Dataset entries

>>>

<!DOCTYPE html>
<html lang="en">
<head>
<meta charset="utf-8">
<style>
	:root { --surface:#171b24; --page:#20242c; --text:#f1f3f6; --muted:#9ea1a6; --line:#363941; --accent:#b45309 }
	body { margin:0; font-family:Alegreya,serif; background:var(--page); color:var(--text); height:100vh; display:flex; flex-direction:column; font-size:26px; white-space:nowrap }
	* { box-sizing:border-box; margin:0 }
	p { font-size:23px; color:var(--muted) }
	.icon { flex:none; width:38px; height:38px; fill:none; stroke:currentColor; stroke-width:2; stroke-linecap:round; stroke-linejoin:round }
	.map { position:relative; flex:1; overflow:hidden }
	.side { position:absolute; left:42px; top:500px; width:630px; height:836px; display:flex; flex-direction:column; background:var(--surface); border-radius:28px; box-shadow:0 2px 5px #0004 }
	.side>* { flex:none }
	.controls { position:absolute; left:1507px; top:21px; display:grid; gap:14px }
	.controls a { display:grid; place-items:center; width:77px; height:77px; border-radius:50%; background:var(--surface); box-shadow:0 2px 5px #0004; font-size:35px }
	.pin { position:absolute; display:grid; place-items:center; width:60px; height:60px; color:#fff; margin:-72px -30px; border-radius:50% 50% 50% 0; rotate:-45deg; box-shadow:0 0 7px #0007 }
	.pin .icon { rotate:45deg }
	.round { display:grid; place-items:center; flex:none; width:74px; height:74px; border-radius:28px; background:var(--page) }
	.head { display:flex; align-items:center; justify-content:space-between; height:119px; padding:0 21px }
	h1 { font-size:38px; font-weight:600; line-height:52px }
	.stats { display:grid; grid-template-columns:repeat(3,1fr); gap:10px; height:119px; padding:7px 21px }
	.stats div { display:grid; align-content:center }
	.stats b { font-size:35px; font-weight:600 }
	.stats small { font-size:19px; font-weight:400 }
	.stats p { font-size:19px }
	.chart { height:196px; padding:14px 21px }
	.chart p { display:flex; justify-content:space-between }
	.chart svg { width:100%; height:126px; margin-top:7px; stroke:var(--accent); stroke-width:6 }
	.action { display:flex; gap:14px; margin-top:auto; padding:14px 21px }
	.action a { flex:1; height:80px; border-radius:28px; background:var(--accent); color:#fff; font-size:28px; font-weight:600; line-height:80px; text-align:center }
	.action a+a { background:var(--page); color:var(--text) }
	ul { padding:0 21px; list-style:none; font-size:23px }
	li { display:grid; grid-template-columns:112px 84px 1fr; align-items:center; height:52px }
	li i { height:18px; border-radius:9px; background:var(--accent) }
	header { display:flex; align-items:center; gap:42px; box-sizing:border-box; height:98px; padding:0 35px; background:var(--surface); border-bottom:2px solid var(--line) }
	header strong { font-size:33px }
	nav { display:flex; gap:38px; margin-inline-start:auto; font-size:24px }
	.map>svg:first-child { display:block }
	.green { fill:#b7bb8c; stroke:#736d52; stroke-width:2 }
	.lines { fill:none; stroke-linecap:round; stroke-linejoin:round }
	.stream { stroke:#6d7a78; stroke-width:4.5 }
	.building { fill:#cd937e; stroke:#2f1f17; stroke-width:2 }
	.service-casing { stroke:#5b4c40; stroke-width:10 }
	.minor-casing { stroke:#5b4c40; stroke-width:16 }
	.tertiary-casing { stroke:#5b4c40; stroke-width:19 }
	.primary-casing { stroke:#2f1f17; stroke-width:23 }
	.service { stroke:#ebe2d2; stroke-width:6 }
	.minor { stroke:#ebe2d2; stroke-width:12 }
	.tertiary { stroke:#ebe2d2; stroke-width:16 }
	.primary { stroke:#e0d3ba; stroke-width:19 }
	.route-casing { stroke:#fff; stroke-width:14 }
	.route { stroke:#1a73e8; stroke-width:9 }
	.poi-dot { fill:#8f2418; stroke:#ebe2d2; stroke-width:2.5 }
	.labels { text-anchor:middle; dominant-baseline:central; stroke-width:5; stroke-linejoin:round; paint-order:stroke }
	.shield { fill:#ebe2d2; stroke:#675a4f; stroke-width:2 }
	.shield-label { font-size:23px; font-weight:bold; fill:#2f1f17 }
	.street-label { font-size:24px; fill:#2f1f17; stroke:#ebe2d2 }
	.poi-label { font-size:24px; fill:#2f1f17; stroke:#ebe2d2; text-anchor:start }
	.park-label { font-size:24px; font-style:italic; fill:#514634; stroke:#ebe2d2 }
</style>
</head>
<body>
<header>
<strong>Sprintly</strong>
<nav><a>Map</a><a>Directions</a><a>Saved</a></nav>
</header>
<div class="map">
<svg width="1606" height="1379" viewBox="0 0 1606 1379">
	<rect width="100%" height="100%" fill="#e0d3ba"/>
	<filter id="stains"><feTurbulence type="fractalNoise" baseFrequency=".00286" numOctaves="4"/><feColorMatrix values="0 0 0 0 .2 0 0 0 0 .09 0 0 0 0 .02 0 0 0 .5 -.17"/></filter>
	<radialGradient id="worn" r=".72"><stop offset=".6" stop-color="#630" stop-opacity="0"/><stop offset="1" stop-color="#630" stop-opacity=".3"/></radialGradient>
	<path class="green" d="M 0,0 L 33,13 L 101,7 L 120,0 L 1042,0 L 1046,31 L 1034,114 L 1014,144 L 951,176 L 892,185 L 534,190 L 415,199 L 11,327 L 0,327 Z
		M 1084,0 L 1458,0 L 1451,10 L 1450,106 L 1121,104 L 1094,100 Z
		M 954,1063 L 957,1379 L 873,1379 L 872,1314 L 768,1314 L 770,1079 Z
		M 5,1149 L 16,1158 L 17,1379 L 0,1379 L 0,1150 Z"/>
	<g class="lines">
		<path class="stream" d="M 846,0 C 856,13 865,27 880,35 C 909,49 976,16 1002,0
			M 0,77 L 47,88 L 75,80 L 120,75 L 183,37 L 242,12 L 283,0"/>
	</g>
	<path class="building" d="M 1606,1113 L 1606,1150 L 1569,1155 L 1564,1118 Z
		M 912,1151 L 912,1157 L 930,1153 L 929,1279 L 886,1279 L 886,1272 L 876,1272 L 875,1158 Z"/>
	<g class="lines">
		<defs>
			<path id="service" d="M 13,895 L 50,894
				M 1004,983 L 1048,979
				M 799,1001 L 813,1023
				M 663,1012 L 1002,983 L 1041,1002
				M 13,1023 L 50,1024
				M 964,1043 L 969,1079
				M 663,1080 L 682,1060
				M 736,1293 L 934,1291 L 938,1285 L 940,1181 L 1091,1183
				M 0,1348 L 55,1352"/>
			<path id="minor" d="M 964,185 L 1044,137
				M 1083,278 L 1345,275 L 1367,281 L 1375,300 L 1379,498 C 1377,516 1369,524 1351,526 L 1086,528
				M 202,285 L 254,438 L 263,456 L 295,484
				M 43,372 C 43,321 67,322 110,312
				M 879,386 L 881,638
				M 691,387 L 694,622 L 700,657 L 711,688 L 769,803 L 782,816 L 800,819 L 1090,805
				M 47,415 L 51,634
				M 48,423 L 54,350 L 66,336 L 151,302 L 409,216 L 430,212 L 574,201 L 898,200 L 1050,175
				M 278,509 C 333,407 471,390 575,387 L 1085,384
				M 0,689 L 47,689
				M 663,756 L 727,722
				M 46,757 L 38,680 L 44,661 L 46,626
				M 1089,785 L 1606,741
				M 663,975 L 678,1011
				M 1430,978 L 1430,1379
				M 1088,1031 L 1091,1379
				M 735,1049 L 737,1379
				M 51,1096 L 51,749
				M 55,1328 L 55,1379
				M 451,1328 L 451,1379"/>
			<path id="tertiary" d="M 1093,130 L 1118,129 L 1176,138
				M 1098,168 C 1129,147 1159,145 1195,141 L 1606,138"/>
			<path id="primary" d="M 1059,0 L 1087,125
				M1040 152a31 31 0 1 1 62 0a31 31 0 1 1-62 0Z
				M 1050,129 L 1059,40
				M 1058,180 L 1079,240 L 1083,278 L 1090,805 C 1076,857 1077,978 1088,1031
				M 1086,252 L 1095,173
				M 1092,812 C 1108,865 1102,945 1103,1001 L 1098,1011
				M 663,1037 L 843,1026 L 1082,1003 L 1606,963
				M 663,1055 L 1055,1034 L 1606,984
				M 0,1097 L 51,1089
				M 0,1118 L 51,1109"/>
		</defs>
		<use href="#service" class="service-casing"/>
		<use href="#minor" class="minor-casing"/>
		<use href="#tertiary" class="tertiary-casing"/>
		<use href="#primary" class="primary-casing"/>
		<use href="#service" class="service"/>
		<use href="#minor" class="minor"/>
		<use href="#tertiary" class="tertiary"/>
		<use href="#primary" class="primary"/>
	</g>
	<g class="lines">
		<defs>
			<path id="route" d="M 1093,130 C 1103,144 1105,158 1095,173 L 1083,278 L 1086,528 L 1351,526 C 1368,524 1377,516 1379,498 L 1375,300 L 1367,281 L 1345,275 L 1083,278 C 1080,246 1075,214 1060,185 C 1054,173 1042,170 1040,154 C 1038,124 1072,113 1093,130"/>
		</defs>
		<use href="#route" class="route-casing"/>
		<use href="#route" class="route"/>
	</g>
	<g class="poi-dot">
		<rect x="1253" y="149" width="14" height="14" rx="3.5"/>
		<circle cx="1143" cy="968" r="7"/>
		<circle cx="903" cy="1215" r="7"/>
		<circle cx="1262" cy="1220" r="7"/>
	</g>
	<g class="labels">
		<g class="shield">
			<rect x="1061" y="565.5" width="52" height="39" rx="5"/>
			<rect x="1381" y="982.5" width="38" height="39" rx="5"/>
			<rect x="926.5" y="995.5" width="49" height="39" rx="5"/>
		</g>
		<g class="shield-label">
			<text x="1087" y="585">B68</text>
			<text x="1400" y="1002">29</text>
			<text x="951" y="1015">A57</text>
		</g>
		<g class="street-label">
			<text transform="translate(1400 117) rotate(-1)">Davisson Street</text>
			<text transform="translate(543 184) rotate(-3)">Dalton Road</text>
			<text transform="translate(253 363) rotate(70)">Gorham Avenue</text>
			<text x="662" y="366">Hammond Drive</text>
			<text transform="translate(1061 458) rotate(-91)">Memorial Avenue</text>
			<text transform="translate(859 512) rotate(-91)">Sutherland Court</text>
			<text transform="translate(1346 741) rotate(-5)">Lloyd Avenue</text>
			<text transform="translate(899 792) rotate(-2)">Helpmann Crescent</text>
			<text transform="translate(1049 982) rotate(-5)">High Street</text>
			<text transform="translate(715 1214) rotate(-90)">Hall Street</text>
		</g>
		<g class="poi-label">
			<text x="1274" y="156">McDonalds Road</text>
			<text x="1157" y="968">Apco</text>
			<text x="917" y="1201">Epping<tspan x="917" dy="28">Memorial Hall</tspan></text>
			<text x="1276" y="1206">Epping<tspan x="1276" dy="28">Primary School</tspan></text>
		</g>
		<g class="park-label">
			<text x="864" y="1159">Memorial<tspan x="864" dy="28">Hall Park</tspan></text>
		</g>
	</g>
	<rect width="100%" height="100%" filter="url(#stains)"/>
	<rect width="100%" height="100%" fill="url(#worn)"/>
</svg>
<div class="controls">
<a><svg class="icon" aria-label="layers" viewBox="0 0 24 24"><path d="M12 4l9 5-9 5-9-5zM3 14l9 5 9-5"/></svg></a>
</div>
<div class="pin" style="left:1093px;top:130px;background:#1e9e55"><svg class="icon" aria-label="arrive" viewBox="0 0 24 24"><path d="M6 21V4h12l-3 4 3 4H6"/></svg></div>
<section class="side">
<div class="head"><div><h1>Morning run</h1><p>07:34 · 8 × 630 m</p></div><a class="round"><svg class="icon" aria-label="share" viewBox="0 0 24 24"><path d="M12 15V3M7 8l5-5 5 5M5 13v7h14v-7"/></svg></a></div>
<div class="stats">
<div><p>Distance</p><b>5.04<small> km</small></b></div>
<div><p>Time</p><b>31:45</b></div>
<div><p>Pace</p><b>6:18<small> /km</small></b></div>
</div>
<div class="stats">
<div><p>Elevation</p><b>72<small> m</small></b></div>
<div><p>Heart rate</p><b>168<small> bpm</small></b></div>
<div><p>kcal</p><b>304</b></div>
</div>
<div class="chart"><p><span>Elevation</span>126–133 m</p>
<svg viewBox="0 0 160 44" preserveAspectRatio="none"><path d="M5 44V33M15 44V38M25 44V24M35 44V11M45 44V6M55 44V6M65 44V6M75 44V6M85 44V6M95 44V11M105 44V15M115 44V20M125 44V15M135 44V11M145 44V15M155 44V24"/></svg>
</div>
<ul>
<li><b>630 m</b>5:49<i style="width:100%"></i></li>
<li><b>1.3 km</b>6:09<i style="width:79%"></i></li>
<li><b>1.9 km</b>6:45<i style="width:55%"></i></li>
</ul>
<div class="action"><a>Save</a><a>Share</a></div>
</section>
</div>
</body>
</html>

<<<

Exercise brief: Whichever lines of the records above hold the word "controls" should all be copied out.

Exercise response:
	.controls { position:absolute; left:1507px; top:21px; display:grid; gap:14px }
	.controls a { display:grid; place-items:center; width:77px; height:77px; border-radius:50%; background:var(--surface); box-shadow:0 2px 5px #0004; font-size:35px }
<div class="controls">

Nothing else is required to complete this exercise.